If a restaurant or business in New York State asks for a proof of a COVID-19 vaccination card, is this a HIPAA violation?
Short Answer- No. Businesses, airlines, restaurants, and more, are not healthcare providers. This means they are not governed by HIPAA laws.
Long Answer- This whole argument is filling social media after WIBX reported that Governor Andrew Cuomo announced that New York State will adopt the new CDC guidelines that ease mask requirements for fully vaccinated people. The CDC said last week that fully vaccinated Americans don’t need to wear masks indoors or outdoors, but with some exceptions. Masks are still required in nursing homes, healthcare facilities in schools and on public transits. So, what does this deal with HIPAA?

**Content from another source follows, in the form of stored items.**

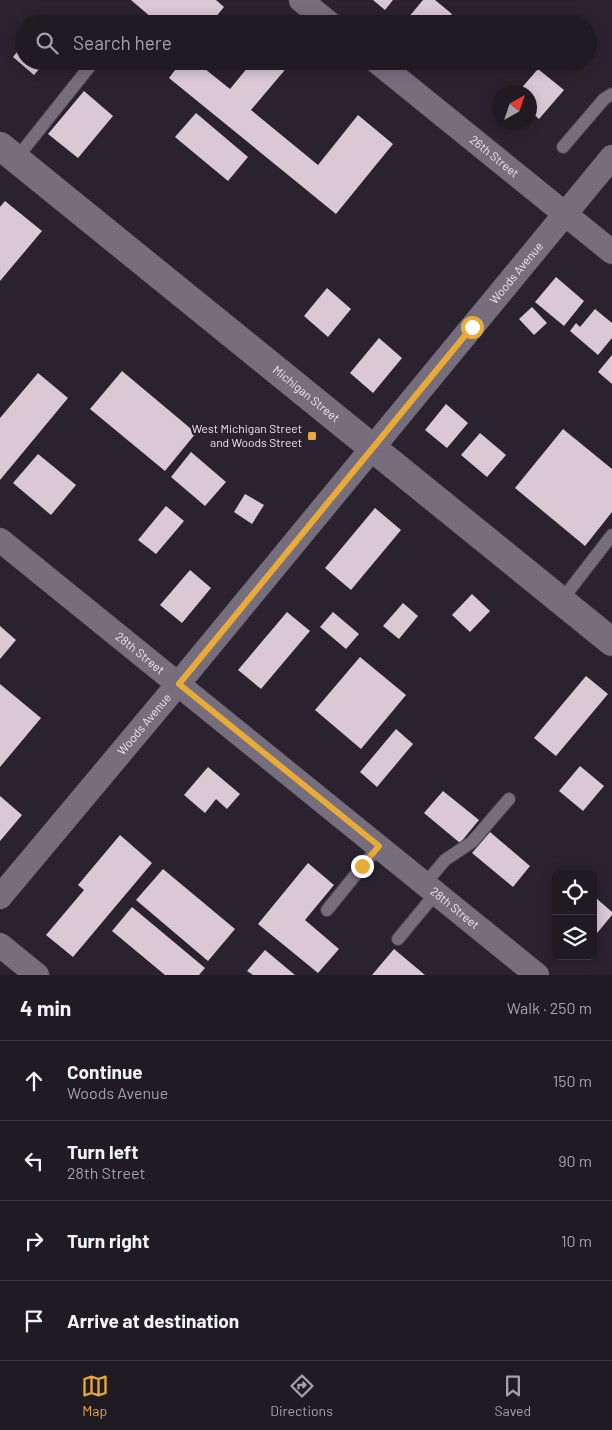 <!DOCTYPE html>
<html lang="en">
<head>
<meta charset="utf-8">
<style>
	:root { --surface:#201a23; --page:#28232b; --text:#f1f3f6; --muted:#a2a1a6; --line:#3d3841; --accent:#e8ab37 }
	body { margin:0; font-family:Barlow,sans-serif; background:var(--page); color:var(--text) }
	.controls { position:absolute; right:15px; bottom:15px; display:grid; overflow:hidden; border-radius:8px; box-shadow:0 2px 12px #0003 }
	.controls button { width:45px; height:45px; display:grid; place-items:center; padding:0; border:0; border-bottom:1px solid var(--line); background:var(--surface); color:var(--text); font:25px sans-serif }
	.compass { position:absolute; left:492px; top:85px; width:45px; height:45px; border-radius:50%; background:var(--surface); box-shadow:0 2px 12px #0003; rotate:40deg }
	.stop { position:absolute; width:15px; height:15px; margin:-11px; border:4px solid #e8ab37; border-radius:50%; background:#fff }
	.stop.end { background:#e8ab37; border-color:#fff; box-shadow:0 1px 5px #0008 }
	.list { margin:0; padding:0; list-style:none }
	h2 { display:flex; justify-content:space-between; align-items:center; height:65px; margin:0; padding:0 20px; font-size:21px }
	h2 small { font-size:16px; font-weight:400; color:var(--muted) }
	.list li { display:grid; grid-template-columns:32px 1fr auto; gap:15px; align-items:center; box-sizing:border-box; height:80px; padding:0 20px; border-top:1px solid var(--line) }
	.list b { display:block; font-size:19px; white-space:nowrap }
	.list p { margin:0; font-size:16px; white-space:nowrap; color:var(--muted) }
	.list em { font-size:16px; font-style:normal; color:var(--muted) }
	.icon { flex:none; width:28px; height:28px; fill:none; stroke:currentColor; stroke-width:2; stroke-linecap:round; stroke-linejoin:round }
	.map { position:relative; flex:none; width:612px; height:975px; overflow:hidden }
	.search { position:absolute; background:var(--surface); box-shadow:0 2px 12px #0003; left:15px; right:15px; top:15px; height:55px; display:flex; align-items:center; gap:12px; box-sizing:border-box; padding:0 18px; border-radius:28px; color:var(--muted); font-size:19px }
	.sheet { height:385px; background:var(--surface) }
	nav { display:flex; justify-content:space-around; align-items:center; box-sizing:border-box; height:70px; border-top:1px solid var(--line); background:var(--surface); font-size:14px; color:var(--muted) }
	nav a { display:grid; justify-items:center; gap:2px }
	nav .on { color:var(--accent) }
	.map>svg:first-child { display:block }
	.building { fill:#dac8d4 }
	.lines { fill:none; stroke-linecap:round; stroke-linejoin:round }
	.service-casing { stroke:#47404b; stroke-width:14 }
	.minor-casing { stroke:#47404b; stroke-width:25 }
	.secondary-casing { stroke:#47404b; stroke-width:29 }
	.service { stroke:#776e7d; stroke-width:12 }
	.minor { stroke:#776e7d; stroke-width:24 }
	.secondary { stroke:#776e7d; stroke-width:28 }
	.route { stroke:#e8ab37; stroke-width:6 }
	.poi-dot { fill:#e8ab37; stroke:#2a232f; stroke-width:2 }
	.labels { text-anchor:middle; stroke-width:5; stroke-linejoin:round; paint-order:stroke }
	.street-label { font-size:12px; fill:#ebe5ee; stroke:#2a232f }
	.poi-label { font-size:12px; fill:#ebe5ee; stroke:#2a232f; text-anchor:end }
</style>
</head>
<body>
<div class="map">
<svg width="612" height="975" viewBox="0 0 612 975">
	<rect width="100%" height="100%" fill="#2a232f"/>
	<!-- building -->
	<g class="building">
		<path d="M131 0H216L224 7 210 24H159Z"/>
		<path d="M373 0H393L385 10Z"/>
		<path d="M423 0H435L452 14 444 24H415L408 18Z"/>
		<path d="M24 43V61H46L34 75 13 57Z"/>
		<path d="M182 61H195L230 89 253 61H285L289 65 251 110 318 165 358 115 393 144 336 214 169 78Z"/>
		<path d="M538 69 564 90 539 119 530 111V92H518Z"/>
		<path d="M84 91 113 116 78 158 48 134Z"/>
		<path d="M196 113 248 157 228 181 175 137Z"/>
		<path d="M5 201 42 231 0 281V207Z"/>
		<path d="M556 277 584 301 564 326 535 302Z"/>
		<path d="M327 288 351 309 328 337 304 316Z"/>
		<path d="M532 307 547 323 534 335 519 319Z"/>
		<path d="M595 309 612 323V338L598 355 570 331 576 323 580 327Z"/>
		<path d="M379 338 402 358 373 393 350 373Z"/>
		<path d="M612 355V384L598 372Z"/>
		<path d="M122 371 196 433 165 471 90 409Z"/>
		<path d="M38 373 68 398 0 480V418Z"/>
		<path d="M446 404 468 423 447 448 425 430Z"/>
		<path d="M563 429 612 469V512L585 546 515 488Z"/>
		<path d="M480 433 506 455 487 477 461 455Z"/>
		<path d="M191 452 226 482 205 506 171 477Z"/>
		<path d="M38 454 76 485 51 515 13 483Z"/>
		<path d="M245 494 264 505 252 524 234 512Z"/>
		<path d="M166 506 184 521 156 554 138 540Z"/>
		<path d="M375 508 401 530 351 590 325 568Z"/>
		<path d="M190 570 211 588 182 623 160 605Z"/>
		<path d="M472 594 490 611 470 632 452 615Z"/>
		<path d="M403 603 418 616 399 639 383 626Z"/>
		<path d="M287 612 310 631 261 689 238 670Z"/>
		<path d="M333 612 359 634 346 649 320 627Z"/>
		<path d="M0 626 16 640 0 659Z"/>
		<path d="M360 657 406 695 361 749 315 710Z"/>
		<path d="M586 676 608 694 556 756 534 738Z"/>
		<path d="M0 684 41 718 0 767Z"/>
		<path d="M396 729 413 744 377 787 360 772Z"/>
		<path d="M580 766 604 786 583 811 559 791Z"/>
		<path d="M208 767 240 794 227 809 216 799 205 813 184 795Z"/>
		<path d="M443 791 479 820 460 843 424 813Z"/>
		<path d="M0 796 22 815 0 841Z"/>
		<path d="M490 832 530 866 513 887 472 853Z"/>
		<path d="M120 835 152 863 73 957 46 935 84 890 78 885Z"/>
		<path d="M308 863 334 885 305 920 339 949 318 973 258 924Z"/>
		<path d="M163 869 235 929 208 961 136 900Z"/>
		<path d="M596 898 612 912V915L593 938V902Z"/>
		<path d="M132 907 205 968 199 975H165L112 931Z"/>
		<path d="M394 949 425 975H372Z"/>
		<path d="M265 950 295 975H253L247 971Z"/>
	</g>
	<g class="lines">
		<defs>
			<g id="service">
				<path d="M563 147 604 99 612 94"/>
				<path d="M16 159 94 61"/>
				<path d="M561 601 612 535"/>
				<path d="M425 884 445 860 472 842 509 799"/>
				<path d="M327 910 379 846"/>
				<path d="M398 939 436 893"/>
			</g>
			<g id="minor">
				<path d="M301 0 330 24"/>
				<path id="s1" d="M376 61 612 252"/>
				<path id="s2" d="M0 540 537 975"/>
				<path id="s3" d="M0 897 179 683 612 157"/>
				<path d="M0 945 37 975"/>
			</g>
			<g id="secondary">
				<path id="s4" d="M0 146 612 642"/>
			</g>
		</defs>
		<!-- service casing -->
		<use href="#service" class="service-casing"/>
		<!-- minor casing -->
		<use href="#minor" class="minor-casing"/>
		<!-- secondary casing -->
		<use href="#secondary" class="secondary-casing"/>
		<!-- service -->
		<use href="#service" class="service"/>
		<!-- minor -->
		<use href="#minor" class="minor"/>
		<!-- secondary -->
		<use href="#secondary" class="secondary"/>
	</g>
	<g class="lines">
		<!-- route -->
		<path class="route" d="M362 866 379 846 179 684 472 327"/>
	</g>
	<!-- markers -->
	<rect class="poi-dot" x="307" y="431" width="10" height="10" rx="2.5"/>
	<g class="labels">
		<!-- street labels -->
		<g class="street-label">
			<text dy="4" stroke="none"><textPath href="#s1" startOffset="152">26th Street</textPath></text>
			<text dy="4" stroke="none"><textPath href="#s3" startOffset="810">Woods Avenue</textPath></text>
			<text dy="4" stroke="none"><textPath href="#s4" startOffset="394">Michigan Street</textPath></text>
			<text dy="4" stroke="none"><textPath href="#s2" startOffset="180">28th Street</textPath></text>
			<text dy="4" stroke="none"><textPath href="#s3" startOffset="225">Woods Avenue</textPath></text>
			<text dy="4" stroke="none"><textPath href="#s2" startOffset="585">28th Street</textPath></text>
		</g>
		<!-- poi labels -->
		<g class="poi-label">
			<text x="302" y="433">West Michigan Street<tspan x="302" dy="14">and Woods Street</tspan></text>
		</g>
	</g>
</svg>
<div class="controls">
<button><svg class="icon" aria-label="locate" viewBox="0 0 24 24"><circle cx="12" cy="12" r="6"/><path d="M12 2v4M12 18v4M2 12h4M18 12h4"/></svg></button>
<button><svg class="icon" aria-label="layers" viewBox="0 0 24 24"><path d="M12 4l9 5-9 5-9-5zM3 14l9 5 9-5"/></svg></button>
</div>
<svg class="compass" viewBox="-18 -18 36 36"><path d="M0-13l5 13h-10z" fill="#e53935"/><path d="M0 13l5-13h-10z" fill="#a2a1a6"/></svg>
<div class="stop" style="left:472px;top:327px"></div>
<div class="stop end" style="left:362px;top:866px"></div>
<div class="search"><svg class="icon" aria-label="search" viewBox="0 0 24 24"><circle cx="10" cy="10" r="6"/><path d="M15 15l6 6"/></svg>Search here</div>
</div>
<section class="sheet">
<h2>4 min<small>Walk · 250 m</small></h2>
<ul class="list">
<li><svg class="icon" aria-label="ahead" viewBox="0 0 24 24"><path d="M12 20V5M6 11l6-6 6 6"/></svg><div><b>Continue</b><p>Woods Avenue</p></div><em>150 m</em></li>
<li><svg class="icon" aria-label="left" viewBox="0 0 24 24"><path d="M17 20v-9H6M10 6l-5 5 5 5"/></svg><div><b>Turn left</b><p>28th Street</p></div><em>90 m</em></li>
<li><svg class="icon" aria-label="right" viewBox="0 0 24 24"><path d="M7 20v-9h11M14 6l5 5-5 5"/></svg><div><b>Turn right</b></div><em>10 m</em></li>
<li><svg class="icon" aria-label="arrive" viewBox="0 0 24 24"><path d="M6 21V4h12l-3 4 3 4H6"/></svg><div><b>Arrive at destination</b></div></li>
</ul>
</section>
<nav>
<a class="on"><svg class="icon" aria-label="map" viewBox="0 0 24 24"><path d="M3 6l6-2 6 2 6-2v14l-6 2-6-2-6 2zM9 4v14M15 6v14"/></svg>Map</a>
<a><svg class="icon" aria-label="directions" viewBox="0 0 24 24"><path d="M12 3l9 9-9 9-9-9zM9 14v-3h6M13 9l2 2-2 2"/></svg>Directions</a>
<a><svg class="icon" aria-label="saved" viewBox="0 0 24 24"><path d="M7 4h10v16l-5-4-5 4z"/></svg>Saved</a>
</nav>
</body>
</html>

The Health Insurance Portability and Accountability Act (HIPAA) only governs those in the healthcare world. This means your doctor, hospital, urgent care, dentist, and places along those lines. According to KHQ, it doesn't apply to the average person or businesses.
To be clear, a vaccine card would qualify as protected health information. However businesses, airlines, restaurants, etc. are not healthcare providers, so they are not governed by HIPAA laws.
The CDC says HIPAA is a federal law. People often think that HIPAA protects them from being asked about their medical information, or prohibits other people from asking about their medical information, both situations aren't true.
HIPAA prohibits health professionals, such as your doctor, from sharing your identified health information without your permission in most circumstances. People can always ask about your health information, and you can almost always decline to answer."
So there's the answer on this popular argument on social media.